Following years of planning, crews at long last broke ground Friday morning on a $87 million wildlife crossing in Agoura Hills intended to give mountain lions and various other animals safe passage to and from the Santa Monica Mountains in an effort to save them from extinction.
It’s no occurrence that the groundbreaking for the Wallis Annenberg Wildlife Crossing is taking place on Earth Day. When completely finished, it will be the biggest passage of this type on the entire planet.
The intersection will span all ten lanes of the 101 interstate at Liberty Canyon Road. It will be 165-foot-wide and stand 10 feet over the road. It will converge the Santa Monica Mountains with the Simi Hills. The intersection will be camouflaged by shrubs and trees and even include sound barriers.
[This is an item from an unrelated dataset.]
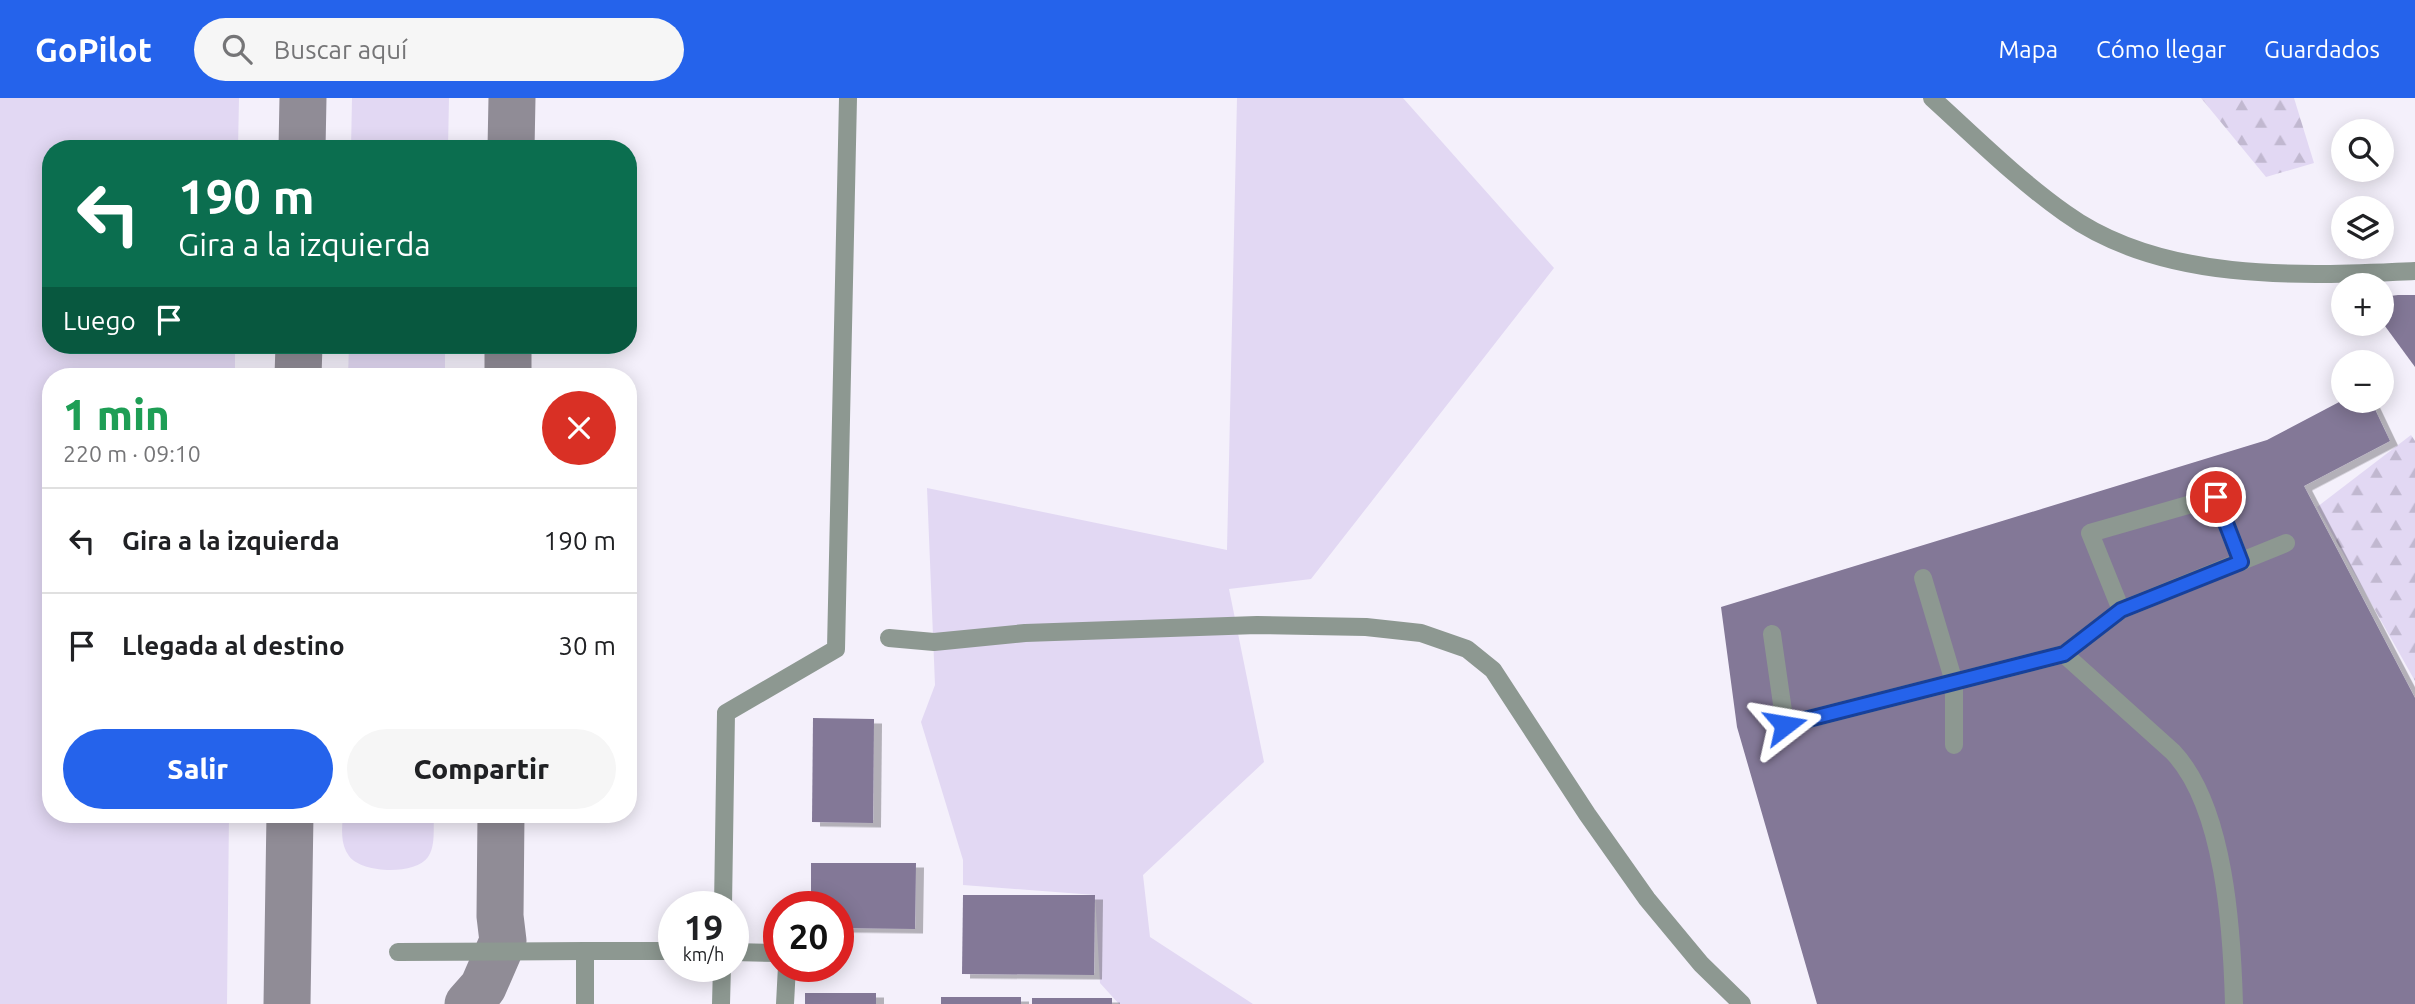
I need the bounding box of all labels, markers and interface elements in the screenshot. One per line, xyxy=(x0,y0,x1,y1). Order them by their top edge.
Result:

“It’s an engineering marvel,” Beth Pratt, regional executive director of the National Wildlife Federation, told CBSLA Thursday. “I mean, to put this living landscape on top, you have to put soil on top so that the vegetation can grow. And one of the other unique things about our crossing: nobody has ever tried to do it in such an urban area as well. So we have to do special design considerations to mitigate that sound you can hear. Because if an animal hears that, he’s not gonna wanna go on top of it. The light from the headlights. I mean, all that stuff. We have to trick the animal into thinking they’re not going over a freeway, or else they’ll not use it.”
The intersection is on trajectory to be completed by the year 2025. It is being financed through a combination of private donations and government support. Among those in participation at the ceremony was California Gov. Gavin Newsom.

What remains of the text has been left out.